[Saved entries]

# # #

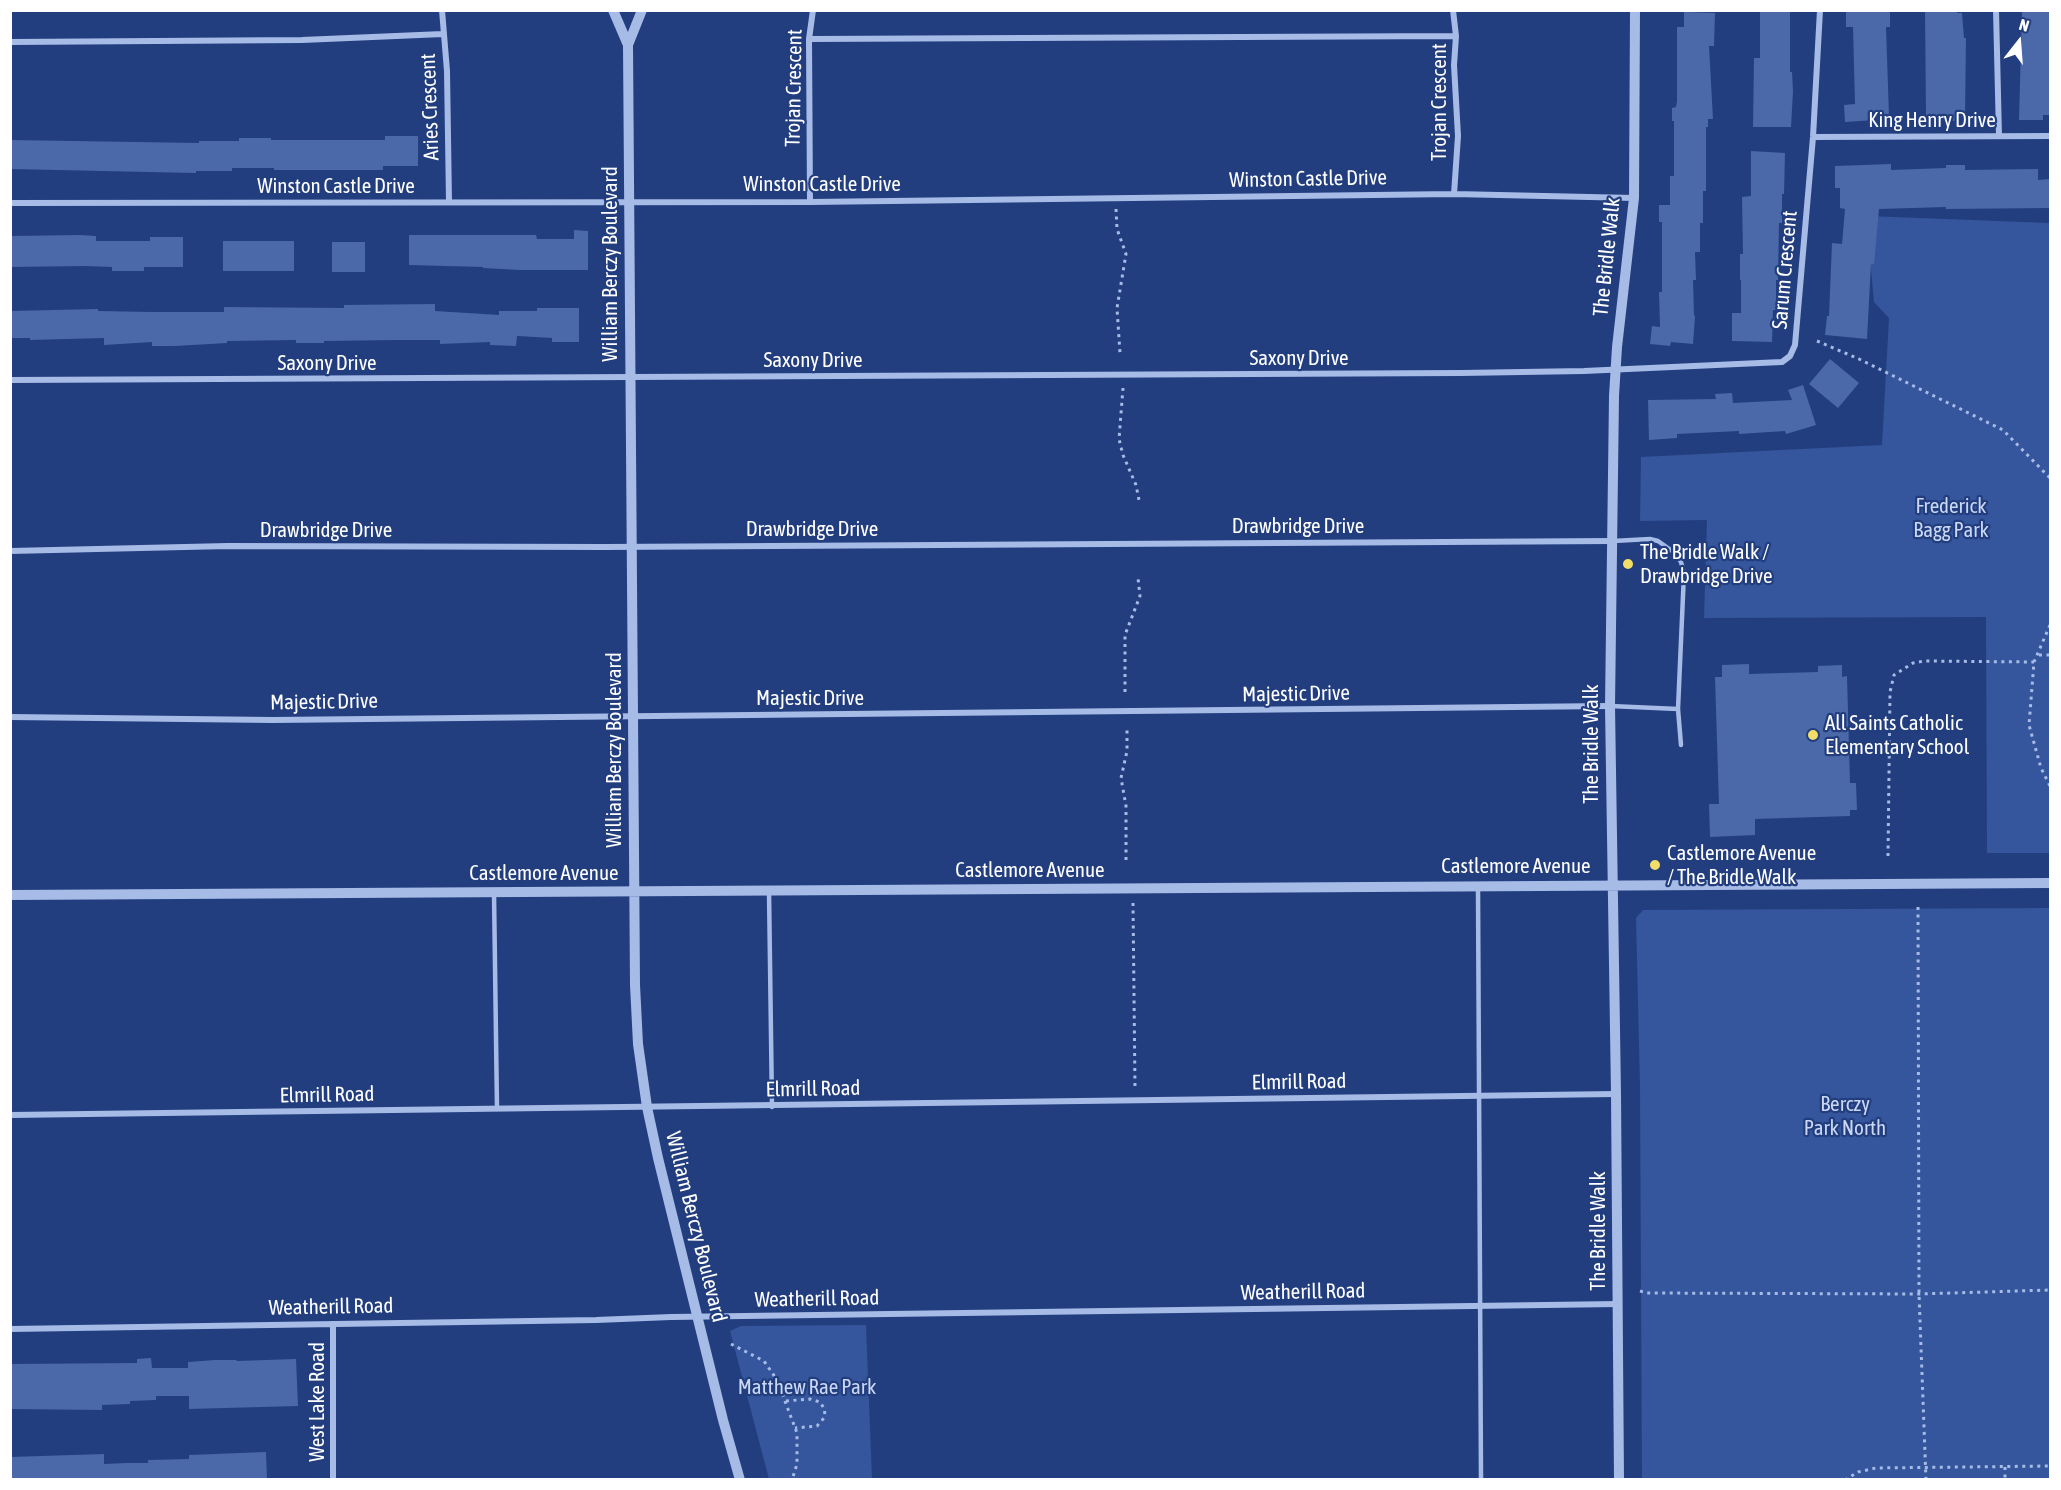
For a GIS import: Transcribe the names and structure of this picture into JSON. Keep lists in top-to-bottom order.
{
  "streets": {
    "street": [
      "Trojan Crescent",
      "Aries Crescent",
      "King Henry Drive",
      "Winston Castle Drive",
      "The Bridle Walk",
      "William Berczy Boulevard",
      "Sarum Crescent",
      "Saxony Drive",
      "Drawbridge Drive",
      "Majestic Drive",
      "Castlemore Avenue",
      "Elmrill Road",
      "Weatherill Road",
      "West Lake Road"
    ]
  },
  "crossings": [
    ["Trojan Crescent", "Winston Castle Drive"],
    ["Aries Crescent", "Winston Castle Drive"],
    ["King Henry Drive", "Sarum Crescent"],
    ["Winston Castle Drive", "The Bridle Walk"],
    ["Winston Castle Drive", "William Berczy Boulevard"],
    ["The Bridle Walk", "Sarum Crescent"],
    ["The Bridle Walk", "Saxony Drive"],
    ["The Bridle Walk", "Drawbridge Drive"],
    ["The Bridle Walk", "Majestic Drive"],
    ["The Bridle Walk", "Castlemore Avenue"],
    ["The Bridle Walk", "Elmrill Road"],
    ["The Bridle Walk", "Weatherill Road"],
    ["William Berczy Boulevard", "Saxony Drive"],
    ["William Berczy Boulevard", "Drawbridge Drive"],
    ["William Berczy Boulevard", "Majestic Drive"],
    ["William Berczy Boulevard", "Castlemore Avenue"],
    ["William Berczy Boulevard", "Elmrill Road"],
    ["William Berczy Boulevard", "Weatherill Road"],
    ["Sarum Crescent", "Saxony Drive"],
    ["Weatherill Road", "West Lake Road"]
  ],
  "parks": ["Frederick Bagg Park", "Berczy Park North", "Matthew Rae Park"],
  "places": ["The Bridle Walk / Drawbridge Drive", "All Saints Catholic Elementary School", "Castlemore Avenue / The Bridle Walk"],
  "north": "top"
}
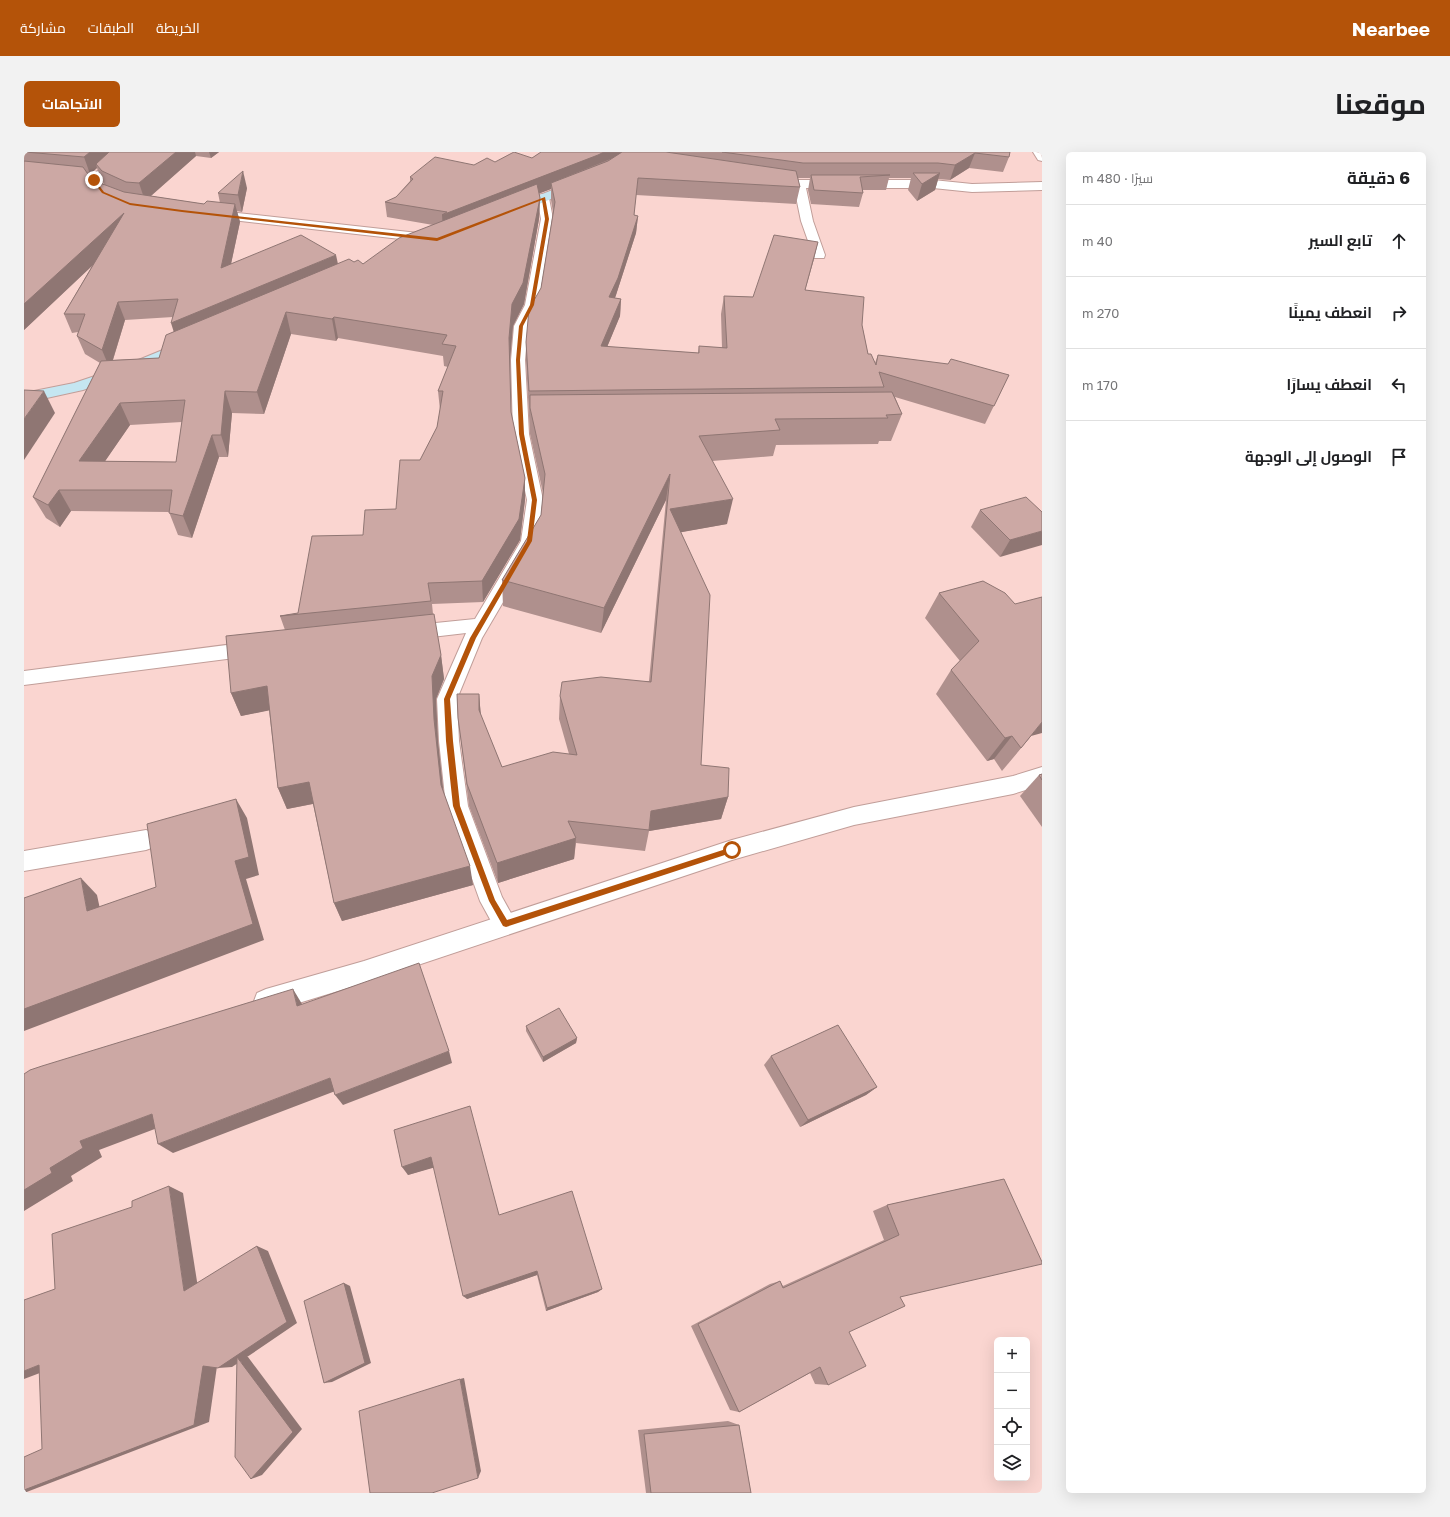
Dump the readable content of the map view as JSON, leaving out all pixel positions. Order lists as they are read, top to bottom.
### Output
{
  "page": {
    "header": "Nearbee",
    "nav": ["الخريطة", "الطبقات", "مشاركة"],
    "title": "موقعنا",
    "buttons": "الاتجاهات",
    "heading": ["6 دقيقة", "سيرًا · 480 m"],
    "list": [
      ["تابع السير", "40 m"],
      ["انعطف يمينًا", "270 m"],
      ["انعطف يسارًا", "170 m"],
      "الوصول إلى الوجهة"
    ],
    "map_buttons": ["+", "−"]
  }
}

# # #

| Required action |
Copy the records exactly, leaving out every picture.

| Solution |
For a GIS import: Transcribe the names and structure of this picture into JSON. Keep lists in top-to-bottom order.
{
  "streets": {
    "street": [
      "Trojan Crescent",
      "Aries Crescent",
      "King Henry Drive",
      "Winston Castle Drive",
      "The Bridle Walk",
      "William Berczy Boulevard",
      "Sarum Crescent",
      "Saxony Drive",
      "Drawbridge Drive",
      "Majestic Drive",
      "Castlemore Avenue",
      "Elmrill Road",
      "Weatherill Road",
      "West Lake Road"
    ]
  },
  "crossings": [
    ["Trojan Crescent", "Winston Castle Drive"],
    ["Aries Crescent", "Winston Castle Drive"],
    ["King Henry Drive", "Sarum Crescent"],
    ["Winston Castle Drive", "The Bridle Walk"],
    ["Winston Castle Drive", "William Berczy Boulevard"],
    ["The Bridle Walk", "Sarum Crescent"],
    ["The Bridle Walk", "Saxony Drive"],
    ["The Bridle Walk", "Drawbridge Drive"],
    ["The Bridle Walk", "Majestic Drive"],
    ["The Bridle Walk", "Castlemore Avenue"],
    ["The Bridle Walk", "Elmrill Road"],
    ["The Bridle Walk", "Weatherill Road"],
    ["William Berczy Boulevard", "Saxony Drive"],
    ["William Berczy Boulevard", "Drawbridge Drive"],
    ["William Berczy Boulevard", "Majestic Drive"],
    ["William Berczy Boulevard", "Castlemore Avenue"],
    ["William Berczy Boulevard", "Elmrill Road"],
    ["William Berczy Boulevard", "Weatherill Road"],
    ["Sarum Crescent", "Saxony Drive"],
    ["Weatherill Road", "West Lake Road"]
  ],
  "parks": ["Frederick Bagg Park", "Berczy Park North", "Matthew Rae Park"],
  "places": ["The Bridle Walk / Drawbridge Drive", "All Saints Catholic Elementary School", "Castlemore Avenue / The Bridle Walk"],
  "north": "top"
}
Dump the readable content of the map view as JSON, leaving out all pixel positions. Order lists as they are read, top to bottom.
### Output
{
  "page": {
    "header": "Nearbee",
    "nav": ["الخريطة", "الطبقات", "مشاركة"],
    "title": "موقعنا",
    "buttons": "الاتجاهات",
    "heading": ["6 دقيقة", "سيرًا · 480 m"],
    "list": [
      ["تابع السير", "40 m"],
      ["انعطف يمينًا", "270 m"],
      ["انعطف يسارًا", "170 m"],
      "الوصول إلى الوجهة"
    ],
    "map_buttons": ["+", "−"]
  }
}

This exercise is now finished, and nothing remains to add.